People v. Macabeo (S221852) (petition for review granted Nov. 25, 2014)
This case presents another interesting and potentially far-reaching search-and-seizure issue. A police officer saw the defendant, Paul Macabeo, roll through a stop sign on his bicycle. The officer detained Macabeo and found a cell phone in his pocket. A search of the phone turned up child pornography, for which Macabeo was then placed under custodial arrest. A judge denied Macabeo’s motion to suppress this evidence as the product of an unlawful search. The court of appeal agreed that the search of the phone fit within the “search incident to arrest” exception to the Fourth Amendment’s search-warrant requirement, at least as this exception was understood at the time. But the search took place before the U.S. Supreme Court’s decision in Riley v. California (134 S. Ct. 2473 (2014)), which prohibits the routine search of a cell phone seized incident to its owner’s arrest. The court of appeal concluded that the “good faith” exception to the exclusionary rule applied. Macabeo argues that no arrest was in progress at the time of the search, and asks the state Supreme Court to reverse.

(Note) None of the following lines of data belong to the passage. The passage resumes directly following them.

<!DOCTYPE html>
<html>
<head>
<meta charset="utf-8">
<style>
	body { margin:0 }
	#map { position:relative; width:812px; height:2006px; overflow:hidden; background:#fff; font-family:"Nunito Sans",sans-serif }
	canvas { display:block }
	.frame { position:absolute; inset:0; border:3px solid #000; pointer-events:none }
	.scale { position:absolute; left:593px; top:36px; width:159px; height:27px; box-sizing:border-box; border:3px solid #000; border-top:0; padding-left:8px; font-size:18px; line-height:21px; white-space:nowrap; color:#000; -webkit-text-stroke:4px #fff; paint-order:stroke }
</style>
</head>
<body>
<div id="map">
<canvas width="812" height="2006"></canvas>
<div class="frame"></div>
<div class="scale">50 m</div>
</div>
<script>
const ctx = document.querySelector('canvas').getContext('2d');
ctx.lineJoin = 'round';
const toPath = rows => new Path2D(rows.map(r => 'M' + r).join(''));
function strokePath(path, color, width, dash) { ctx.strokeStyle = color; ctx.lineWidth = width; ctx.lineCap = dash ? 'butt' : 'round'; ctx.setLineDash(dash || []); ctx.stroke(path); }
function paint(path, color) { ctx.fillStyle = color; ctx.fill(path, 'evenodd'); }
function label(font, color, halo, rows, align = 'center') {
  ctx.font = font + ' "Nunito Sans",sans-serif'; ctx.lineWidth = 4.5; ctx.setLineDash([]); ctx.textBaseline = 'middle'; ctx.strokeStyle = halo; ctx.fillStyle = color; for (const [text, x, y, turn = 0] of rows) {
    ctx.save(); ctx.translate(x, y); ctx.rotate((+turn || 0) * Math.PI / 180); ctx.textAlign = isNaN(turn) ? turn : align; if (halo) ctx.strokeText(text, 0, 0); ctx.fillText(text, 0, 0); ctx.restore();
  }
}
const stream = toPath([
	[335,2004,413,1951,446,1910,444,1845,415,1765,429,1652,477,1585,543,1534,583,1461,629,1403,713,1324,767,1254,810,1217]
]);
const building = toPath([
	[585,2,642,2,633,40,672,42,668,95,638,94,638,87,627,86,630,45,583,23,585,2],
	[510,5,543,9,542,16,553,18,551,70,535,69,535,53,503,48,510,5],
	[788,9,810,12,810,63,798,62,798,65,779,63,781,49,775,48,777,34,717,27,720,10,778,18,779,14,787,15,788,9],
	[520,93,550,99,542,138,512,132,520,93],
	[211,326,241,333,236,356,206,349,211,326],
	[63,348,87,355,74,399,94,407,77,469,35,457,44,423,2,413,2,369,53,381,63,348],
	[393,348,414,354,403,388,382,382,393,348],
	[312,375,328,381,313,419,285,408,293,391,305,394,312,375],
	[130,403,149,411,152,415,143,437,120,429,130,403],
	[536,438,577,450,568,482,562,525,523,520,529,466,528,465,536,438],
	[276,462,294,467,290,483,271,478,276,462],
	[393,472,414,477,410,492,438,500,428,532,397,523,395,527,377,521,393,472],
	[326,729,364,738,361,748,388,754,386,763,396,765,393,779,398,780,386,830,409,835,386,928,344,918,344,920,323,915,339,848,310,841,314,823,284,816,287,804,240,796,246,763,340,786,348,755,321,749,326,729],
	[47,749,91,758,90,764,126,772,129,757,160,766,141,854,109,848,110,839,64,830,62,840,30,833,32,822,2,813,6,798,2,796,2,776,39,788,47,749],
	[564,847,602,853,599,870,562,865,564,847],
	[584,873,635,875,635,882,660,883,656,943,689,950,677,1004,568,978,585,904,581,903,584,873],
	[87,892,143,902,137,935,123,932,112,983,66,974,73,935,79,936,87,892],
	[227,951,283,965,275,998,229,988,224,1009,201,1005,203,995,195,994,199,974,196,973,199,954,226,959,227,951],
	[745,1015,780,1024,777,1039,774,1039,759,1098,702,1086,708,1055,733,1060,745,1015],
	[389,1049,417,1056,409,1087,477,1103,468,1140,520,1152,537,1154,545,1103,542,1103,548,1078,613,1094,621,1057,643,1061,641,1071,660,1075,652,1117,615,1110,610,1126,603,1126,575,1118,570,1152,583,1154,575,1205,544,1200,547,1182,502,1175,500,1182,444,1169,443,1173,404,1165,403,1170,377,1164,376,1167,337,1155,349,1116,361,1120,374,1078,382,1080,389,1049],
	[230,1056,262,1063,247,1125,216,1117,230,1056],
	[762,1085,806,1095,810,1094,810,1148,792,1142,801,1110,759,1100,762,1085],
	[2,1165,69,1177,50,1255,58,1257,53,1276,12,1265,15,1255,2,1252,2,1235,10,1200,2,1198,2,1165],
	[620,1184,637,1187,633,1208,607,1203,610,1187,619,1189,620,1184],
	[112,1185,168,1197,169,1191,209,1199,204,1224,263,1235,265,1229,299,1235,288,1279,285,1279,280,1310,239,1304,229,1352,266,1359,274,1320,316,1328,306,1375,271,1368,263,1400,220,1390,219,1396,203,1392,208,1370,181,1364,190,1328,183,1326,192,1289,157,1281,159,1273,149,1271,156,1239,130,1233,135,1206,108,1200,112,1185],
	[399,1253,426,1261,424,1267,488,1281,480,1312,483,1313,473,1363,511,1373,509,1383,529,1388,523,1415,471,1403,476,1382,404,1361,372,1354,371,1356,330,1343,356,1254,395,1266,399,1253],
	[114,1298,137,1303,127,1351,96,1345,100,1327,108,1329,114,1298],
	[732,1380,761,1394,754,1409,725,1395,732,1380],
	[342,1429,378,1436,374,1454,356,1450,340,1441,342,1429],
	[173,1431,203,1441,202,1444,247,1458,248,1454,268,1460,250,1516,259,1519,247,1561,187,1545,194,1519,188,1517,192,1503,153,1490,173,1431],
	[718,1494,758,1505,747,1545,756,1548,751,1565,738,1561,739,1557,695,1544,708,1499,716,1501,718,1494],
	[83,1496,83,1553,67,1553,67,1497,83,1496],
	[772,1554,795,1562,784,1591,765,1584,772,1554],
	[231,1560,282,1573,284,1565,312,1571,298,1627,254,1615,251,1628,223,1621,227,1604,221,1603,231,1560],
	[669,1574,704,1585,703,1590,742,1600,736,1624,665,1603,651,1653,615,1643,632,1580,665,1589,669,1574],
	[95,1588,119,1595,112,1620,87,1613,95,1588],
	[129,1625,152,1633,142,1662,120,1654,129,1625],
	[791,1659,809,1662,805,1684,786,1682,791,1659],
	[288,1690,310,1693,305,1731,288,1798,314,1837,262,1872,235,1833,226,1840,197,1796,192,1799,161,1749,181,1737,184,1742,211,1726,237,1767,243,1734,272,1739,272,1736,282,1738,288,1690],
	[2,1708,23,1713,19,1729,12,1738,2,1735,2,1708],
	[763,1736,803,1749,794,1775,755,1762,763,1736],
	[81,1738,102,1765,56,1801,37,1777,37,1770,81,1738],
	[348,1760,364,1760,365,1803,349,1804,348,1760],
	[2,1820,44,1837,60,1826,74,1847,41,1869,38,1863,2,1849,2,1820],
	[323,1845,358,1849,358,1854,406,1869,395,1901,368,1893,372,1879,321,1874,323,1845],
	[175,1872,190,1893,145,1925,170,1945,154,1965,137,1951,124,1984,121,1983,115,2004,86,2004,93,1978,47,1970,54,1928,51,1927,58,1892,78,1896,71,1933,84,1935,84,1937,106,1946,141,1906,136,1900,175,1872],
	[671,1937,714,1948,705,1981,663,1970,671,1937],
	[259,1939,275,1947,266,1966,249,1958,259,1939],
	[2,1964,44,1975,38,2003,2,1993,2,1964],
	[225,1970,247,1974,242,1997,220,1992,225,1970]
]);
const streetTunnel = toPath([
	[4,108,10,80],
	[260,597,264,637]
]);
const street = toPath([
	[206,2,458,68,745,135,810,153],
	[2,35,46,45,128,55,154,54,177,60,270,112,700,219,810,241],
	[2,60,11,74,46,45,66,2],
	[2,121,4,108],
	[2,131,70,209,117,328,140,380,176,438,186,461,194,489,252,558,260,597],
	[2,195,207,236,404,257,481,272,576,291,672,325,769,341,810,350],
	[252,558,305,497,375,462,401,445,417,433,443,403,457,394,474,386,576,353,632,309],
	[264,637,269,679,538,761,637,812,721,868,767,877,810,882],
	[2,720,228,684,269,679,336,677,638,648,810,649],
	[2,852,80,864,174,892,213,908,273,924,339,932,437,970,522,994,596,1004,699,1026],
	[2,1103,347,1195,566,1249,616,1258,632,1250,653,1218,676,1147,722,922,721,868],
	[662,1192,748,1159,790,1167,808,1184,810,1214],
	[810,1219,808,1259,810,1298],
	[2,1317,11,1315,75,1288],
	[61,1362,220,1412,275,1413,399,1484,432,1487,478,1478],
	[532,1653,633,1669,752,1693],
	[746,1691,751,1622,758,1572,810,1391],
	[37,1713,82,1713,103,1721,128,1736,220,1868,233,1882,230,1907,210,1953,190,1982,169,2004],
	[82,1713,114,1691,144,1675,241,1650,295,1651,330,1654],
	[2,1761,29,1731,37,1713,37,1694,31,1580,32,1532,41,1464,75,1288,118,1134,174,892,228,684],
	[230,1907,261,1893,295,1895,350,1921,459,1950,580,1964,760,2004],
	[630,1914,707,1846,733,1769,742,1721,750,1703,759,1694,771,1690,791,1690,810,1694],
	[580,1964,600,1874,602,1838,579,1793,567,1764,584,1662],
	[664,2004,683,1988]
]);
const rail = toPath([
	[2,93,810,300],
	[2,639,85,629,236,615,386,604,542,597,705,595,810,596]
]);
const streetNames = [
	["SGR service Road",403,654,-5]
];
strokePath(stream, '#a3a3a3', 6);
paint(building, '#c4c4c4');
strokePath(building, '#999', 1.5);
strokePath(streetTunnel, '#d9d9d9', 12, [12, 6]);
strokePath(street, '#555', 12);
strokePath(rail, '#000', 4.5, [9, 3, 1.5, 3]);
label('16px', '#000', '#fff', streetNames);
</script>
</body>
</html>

Correction: An earlier version of this article stated erroneously that the California Supreme Court’s opinion in People v. Scott was the first unsigned opinion the high court had issued in a death penalty case. It was only the first under Chief Justice Tani Cantil-Sakauye’s tenure.
Gerald F. Uelmen is a professor at Santa Clara University School of Law, where Kyle Graham is an assistant professor. Travis Cook, in the class of 2017, compiled data for this article.